Given entries:
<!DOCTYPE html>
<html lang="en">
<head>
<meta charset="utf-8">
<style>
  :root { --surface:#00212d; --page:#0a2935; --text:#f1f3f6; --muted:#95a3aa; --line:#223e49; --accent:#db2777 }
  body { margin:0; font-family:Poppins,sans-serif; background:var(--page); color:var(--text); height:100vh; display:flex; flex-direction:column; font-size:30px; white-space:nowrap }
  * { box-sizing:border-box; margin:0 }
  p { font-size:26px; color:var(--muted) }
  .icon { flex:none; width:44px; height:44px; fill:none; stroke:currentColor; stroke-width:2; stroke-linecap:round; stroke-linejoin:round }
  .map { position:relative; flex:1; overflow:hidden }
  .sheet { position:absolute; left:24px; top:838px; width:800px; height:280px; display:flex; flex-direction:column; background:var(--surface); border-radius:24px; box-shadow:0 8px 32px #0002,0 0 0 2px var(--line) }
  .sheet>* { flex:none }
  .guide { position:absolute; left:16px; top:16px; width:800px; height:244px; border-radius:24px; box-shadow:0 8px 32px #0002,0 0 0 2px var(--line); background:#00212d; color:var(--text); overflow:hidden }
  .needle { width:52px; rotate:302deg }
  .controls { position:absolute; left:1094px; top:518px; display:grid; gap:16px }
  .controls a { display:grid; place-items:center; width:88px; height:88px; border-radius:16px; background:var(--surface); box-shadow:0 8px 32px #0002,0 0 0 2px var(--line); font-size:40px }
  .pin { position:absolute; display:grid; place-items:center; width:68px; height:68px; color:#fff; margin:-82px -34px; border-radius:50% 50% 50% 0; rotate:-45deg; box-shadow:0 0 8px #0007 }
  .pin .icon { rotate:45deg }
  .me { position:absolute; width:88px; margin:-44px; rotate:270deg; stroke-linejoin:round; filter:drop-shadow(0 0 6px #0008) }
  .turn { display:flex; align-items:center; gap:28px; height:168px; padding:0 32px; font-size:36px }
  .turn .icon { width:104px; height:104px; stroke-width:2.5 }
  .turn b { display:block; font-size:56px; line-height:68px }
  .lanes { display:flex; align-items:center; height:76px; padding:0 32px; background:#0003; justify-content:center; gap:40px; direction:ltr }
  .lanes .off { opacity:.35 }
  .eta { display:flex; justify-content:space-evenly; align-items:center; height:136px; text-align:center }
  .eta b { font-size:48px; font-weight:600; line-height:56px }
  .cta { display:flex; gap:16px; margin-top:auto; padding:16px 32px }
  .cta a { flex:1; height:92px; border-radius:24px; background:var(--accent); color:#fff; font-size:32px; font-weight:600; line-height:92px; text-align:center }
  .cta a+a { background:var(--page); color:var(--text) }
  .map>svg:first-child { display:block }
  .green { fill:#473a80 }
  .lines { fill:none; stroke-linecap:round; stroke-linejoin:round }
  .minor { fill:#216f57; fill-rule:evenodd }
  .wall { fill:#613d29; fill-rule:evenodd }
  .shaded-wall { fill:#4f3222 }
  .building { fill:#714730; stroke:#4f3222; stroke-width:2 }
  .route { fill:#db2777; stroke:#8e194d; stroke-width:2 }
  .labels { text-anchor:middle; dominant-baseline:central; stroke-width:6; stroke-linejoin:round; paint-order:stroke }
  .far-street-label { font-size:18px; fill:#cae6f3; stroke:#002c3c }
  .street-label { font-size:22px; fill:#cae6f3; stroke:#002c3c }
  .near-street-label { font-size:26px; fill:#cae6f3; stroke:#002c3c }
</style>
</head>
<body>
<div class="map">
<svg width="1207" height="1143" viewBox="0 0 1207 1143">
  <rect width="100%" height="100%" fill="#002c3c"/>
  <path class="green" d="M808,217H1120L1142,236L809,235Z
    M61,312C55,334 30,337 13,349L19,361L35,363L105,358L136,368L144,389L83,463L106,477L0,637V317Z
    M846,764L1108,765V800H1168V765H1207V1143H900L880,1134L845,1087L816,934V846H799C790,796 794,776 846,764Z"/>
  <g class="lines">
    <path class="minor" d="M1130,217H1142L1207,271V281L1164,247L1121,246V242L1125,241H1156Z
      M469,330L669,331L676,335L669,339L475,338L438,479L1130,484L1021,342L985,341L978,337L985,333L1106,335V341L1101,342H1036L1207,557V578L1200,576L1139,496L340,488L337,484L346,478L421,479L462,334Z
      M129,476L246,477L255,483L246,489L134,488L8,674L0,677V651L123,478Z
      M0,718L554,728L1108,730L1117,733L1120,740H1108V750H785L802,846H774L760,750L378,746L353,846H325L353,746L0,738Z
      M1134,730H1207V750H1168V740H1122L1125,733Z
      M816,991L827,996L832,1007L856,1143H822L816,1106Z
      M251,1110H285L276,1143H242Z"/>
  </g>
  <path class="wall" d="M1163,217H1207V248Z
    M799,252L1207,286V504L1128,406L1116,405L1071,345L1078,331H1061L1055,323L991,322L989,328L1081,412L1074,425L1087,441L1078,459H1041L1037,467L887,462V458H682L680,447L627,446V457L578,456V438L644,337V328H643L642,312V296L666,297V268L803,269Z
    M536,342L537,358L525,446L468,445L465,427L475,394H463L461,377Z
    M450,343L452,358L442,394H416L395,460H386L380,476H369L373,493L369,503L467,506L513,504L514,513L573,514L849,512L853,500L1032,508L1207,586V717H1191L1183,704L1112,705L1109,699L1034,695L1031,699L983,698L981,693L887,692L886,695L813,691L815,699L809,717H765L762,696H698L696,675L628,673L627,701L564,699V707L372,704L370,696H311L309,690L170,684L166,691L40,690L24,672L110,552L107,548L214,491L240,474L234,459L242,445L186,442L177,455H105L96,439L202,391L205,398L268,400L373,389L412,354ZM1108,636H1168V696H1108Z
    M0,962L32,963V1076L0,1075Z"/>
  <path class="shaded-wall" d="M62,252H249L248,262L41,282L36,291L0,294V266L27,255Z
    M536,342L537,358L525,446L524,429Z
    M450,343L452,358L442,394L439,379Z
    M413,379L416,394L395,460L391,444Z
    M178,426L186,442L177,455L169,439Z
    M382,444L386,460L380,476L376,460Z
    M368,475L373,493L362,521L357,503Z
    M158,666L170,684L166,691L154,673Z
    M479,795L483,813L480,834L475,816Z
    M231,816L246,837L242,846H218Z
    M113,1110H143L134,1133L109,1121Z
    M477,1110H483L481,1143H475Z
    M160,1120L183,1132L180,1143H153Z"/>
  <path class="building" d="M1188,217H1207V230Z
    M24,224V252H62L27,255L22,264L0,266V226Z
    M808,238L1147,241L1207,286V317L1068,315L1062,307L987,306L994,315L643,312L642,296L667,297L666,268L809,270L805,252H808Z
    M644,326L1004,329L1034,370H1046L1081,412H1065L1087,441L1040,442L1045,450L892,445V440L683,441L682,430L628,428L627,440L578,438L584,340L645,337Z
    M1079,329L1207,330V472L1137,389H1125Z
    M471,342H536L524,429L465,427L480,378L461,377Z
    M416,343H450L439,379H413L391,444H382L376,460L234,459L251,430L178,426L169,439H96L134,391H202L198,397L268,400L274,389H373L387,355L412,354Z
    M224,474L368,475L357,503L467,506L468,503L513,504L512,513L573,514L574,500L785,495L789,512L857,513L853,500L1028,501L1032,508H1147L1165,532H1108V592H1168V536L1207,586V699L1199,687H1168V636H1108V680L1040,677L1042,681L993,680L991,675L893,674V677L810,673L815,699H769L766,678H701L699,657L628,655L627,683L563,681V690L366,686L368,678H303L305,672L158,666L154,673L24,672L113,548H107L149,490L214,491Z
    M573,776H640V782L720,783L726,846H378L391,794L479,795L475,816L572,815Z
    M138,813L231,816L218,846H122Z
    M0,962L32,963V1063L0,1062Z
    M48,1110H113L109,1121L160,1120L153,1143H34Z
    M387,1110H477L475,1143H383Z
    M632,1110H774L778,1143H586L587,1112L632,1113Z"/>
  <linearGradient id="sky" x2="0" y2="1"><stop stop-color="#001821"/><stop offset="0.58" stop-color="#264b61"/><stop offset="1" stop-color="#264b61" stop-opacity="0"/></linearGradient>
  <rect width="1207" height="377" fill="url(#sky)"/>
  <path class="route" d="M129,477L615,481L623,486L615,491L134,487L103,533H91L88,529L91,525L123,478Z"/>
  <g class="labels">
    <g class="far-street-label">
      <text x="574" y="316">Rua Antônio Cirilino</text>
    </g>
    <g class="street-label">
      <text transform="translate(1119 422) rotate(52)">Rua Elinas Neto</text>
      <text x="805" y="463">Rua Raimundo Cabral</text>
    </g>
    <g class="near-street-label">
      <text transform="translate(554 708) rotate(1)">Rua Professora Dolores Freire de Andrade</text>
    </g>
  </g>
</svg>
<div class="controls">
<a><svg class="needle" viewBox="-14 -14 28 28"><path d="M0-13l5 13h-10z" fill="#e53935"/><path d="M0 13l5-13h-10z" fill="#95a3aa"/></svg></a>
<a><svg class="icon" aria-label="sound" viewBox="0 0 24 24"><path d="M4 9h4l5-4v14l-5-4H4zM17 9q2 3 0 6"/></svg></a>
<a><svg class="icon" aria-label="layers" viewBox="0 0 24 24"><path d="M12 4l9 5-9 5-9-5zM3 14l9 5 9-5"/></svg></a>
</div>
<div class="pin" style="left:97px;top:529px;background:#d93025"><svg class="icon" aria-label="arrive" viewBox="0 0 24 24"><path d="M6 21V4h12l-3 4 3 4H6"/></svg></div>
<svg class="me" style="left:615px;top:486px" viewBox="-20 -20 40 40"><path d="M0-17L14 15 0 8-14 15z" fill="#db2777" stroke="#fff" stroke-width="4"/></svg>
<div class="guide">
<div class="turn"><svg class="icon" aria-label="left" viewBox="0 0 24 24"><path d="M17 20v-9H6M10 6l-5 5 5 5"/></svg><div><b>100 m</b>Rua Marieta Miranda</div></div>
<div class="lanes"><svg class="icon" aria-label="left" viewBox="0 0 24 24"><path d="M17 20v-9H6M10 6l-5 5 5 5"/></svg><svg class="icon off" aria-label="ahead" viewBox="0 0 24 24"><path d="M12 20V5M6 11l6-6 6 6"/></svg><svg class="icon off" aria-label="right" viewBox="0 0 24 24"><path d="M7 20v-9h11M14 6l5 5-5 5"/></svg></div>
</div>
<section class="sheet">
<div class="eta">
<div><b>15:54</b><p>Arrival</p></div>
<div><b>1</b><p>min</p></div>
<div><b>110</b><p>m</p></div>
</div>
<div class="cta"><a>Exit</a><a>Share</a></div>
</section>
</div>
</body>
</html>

Problem description: Produce an exact copy of each line from the one holding "21V4h12l-3 4 3" through the last line of the records, both included, and nothing more.

Exercise response:
<div class="pin" style="left:97px;top:529px;background:#d93025"><svg class="icon" aria-label="arrive" viewBox="0 0 24 24"><path d="M6 21V4h12l-3 4 3 4H6"/></svg></div>
<svg class="me" style="left:615px;top:486px" viewBox="-20 -20 40 40"><path d="M0-17L14 15 0 8-14 15z" fill="#db2777" stroke="#fff" stroke-width="4"/></svg>
<div class="guide">
<div class="turn"><svg class="icon" aria-label="left" viewBox="0 0 24 24"><path d="M17 20v-9H6M10 6l-5 5 5 5"/></svg><div><b>100 m</b>Rua Marieta Miranda</div></div>
<div class="lanes"><svg class="icon" aria-label="left" viewBox="0 0 24 24"><path d="M17 20v-9H6M10 6l-5 5 5 5"/></svg><svg class="icon off" aria-label="ahead" viewBox="0 0 24 24"><path d="M12 20V5M6 11l6-6 6 6"/></svg><svg class="icon off" aria-label="right" viewBox="0 0 24 24"><path d="M7 20v-9h11M14 6l5 5-5 5"/></svg></div>
</div>
<section class="sheet">
<div class="eta">
<div><b>15:54</b><p>Arrival</p></div>
<div><b>1</b><p>min</p></div>
<div><b>110</b><p>m</p></div>
</div>
<div class="cta"><a>Exit</a><a>Share</a></div>
</section>
</div>
</body>
</html>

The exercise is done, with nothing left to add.